Dieselgate Volkswagena zwrócił uwagę organów nadzoru na duże rozbieżności w emisji spalin podczas testów laboratoryjnych i w realnych warunkach drogowych. Unia Europejska postanowiła ograniczyć zarówno emisje tlenków azotu w spalinach silników Diesla, jak i dwutlenku węgla emitowanego przez wszystkie pojazdy.
Volskwagenowi grozi grzywna miliarda euro, jeśli nie dotrzyma normy 95 g CO2/km – przewiduje PA Consulting. Rzecznik tej grupy oświadczył, że bardzo zależy jej na dotrzymaniu europejskich norm emisji CO2, w przyszłości będzie sprzedawać więcej samochodów elektrycznych i hybrydowych „po ogłoszeniu niedawno planów znacznego zwiększenia naszych inwestycji w technologię pojazdów elektrycznych”.

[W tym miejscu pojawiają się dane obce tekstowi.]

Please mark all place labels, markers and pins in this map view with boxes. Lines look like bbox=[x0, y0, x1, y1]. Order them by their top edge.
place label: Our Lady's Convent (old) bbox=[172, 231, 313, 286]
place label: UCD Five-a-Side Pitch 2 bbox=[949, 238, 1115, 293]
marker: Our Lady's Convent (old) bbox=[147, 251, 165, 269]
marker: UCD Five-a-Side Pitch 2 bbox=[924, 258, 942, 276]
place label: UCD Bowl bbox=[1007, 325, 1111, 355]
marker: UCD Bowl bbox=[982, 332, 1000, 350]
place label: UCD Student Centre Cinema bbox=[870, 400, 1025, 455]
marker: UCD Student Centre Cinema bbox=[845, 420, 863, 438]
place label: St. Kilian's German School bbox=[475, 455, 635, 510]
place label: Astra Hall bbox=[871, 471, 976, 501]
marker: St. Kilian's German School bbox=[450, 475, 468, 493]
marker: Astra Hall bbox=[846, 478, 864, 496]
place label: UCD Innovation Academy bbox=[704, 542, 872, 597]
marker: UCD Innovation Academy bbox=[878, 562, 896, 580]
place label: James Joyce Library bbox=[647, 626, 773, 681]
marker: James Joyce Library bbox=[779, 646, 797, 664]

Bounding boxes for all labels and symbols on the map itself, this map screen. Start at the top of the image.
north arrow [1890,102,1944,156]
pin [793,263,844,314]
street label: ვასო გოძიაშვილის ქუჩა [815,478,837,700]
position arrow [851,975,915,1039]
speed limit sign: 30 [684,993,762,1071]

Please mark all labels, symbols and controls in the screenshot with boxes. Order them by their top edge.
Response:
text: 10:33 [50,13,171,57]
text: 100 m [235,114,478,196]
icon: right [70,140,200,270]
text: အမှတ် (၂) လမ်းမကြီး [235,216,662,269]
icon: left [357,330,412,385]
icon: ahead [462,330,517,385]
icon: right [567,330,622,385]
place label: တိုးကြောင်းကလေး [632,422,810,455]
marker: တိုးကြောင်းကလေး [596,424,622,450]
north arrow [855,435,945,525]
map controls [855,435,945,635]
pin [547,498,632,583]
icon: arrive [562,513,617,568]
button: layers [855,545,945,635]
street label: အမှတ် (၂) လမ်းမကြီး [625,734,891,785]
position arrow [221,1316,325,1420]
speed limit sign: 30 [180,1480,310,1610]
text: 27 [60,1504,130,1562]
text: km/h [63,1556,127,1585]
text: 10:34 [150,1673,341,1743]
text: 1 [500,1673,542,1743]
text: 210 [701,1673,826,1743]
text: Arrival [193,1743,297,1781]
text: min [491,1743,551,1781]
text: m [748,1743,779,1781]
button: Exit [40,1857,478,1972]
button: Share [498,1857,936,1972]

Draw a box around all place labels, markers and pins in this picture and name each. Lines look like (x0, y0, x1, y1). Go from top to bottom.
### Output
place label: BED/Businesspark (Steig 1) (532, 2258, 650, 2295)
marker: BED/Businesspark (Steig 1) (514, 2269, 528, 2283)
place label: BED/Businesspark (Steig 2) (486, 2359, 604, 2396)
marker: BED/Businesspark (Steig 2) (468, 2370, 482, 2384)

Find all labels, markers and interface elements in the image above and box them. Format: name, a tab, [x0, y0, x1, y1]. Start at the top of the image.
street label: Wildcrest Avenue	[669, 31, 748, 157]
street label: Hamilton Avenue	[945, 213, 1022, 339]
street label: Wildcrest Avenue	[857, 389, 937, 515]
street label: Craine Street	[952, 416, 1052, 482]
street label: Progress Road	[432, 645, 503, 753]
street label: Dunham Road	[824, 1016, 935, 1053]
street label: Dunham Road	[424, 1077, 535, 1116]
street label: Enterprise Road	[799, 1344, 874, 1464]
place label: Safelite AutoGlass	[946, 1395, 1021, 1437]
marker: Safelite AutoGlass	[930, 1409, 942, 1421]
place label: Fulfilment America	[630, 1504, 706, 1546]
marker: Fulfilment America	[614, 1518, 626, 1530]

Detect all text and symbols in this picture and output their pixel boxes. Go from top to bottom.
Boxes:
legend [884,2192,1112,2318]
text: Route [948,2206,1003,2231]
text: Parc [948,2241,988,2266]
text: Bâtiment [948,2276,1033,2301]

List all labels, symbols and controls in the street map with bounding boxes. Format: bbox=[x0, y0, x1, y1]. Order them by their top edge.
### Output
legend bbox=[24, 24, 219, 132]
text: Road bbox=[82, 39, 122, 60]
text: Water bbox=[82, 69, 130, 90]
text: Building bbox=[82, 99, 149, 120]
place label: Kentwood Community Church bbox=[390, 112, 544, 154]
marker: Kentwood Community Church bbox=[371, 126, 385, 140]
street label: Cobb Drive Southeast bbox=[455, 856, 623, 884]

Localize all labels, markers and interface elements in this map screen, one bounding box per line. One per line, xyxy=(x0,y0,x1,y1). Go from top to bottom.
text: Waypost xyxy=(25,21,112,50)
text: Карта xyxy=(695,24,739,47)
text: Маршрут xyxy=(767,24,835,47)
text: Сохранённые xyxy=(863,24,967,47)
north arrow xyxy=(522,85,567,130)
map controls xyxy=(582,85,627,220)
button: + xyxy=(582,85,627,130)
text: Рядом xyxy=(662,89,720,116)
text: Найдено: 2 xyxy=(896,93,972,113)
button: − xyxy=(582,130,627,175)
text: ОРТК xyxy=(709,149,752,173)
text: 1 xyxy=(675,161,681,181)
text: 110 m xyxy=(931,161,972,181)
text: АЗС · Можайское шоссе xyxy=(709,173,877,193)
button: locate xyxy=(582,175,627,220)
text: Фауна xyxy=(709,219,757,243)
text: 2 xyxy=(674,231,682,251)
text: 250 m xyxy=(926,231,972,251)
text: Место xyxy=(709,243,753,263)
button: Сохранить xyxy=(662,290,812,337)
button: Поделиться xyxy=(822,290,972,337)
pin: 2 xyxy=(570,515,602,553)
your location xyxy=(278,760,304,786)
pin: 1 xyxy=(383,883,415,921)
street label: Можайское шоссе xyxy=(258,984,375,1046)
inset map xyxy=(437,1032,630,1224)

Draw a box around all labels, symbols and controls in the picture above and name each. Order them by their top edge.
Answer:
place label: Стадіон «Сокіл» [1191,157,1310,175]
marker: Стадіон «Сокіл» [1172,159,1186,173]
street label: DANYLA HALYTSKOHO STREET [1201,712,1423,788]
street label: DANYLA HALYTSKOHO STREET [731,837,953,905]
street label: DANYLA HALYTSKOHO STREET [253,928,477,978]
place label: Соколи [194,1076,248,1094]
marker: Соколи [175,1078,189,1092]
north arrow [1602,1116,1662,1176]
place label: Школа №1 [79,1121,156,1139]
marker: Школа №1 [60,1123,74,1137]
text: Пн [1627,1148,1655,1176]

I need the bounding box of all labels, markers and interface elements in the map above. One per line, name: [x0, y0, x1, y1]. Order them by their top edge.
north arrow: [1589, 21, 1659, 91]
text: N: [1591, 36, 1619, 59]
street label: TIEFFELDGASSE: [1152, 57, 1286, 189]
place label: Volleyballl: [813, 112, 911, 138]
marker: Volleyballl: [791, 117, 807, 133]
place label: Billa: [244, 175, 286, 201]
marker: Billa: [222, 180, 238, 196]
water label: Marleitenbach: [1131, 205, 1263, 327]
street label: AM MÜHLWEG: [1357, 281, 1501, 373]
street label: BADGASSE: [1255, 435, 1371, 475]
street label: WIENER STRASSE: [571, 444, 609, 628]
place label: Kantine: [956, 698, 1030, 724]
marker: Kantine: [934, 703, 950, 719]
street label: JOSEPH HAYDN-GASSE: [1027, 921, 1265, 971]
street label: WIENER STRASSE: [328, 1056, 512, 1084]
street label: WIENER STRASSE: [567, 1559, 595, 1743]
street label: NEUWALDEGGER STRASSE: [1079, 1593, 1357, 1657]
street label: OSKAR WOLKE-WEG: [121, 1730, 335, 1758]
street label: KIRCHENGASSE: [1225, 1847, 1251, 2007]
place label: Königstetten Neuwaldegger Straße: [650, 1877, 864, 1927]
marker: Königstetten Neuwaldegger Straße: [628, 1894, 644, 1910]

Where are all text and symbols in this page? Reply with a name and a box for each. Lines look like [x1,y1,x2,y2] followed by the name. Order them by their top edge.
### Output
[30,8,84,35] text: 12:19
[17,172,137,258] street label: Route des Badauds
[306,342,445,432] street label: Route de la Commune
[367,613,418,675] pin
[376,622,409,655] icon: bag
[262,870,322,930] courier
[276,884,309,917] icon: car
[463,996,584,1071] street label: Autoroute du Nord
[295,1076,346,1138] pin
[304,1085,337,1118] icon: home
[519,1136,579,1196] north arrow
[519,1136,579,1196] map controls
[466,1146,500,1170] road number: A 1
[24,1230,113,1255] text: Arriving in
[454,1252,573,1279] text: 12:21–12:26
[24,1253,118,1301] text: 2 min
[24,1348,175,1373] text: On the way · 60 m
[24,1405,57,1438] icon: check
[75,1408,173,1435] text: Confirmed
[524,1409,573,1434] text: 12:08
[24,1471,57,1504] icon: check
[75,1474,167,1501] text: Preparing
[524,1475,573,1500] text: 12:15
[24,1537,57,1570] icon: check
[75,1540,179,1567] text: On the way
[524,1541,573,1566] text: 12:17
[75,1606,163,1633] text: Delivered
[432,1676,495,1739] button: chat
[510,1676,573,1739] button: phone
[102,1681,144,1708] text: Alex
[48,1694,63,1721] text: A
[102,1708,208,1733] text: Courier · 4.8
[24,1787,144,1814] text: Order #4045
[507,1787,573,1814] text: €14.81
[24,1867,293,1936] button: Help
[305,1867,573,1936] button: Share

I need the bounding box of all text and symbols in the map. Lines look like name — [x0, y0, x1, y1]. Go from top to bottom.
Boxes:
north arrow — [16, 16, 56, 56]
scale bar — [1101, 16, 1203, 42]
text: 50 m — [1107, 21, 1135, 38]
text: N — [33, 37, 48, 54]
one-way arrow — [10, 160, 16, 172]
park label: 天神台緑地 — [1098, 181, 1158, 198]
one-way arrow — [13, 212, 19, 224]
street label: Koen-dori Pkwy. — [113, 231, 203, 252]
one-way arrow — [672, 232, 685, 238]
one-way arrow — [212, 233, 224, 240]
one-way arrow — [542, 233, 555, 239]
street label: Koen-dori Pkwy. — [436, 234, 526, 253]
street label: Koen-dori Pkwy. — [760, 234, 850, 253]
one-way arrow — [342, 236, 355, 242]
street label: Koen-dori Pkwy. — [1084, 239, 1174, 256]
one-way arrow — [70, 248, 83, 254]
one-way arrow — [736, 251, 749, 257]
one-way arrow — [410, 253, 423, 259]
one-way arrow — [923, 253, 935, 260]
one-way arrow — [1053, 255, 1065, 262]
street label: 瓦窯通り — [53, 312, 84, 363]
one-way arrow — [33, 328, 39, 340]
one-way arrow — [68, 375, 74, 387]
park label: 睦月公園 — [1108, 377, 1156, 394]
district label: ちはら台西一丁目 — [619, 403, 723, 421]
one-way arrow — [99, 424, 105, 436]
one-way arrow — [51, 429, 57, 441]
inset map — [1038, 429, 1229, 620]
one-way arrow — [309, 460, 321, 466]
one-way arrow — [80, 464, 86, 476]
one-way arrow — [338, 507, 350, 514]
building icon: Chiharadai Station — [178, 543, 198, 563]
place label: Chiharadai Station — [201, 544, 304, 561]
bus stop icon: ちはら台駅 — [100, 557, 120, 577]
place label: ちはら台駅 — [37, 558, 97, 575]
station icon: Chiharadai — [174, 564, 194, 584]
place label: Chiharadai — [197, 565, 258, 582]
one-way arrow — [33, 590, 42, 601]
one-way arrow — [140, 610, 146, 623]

PA Consulting doradzająca w zakresie produkcji i technologii przewiduje, że BMW dostanie grzywnę 350 mln euro, a FCA – 600 mln. Sytuację Fiata pogarszają marki Chryslera i Jeepa, które oferują większe samochody, a nie mają jasnych planów masowego wprowadzania napędu elektrycznego, z kolei sprzedaż elektrycznego i3 BMW rozczarowała.
Firmy będące najbliżej nowych norm są najbardziej zawansowane w pojazdach elektrycznych i hybrydowych – uwala ekspert motoryzacji w PA, Thomas Goette.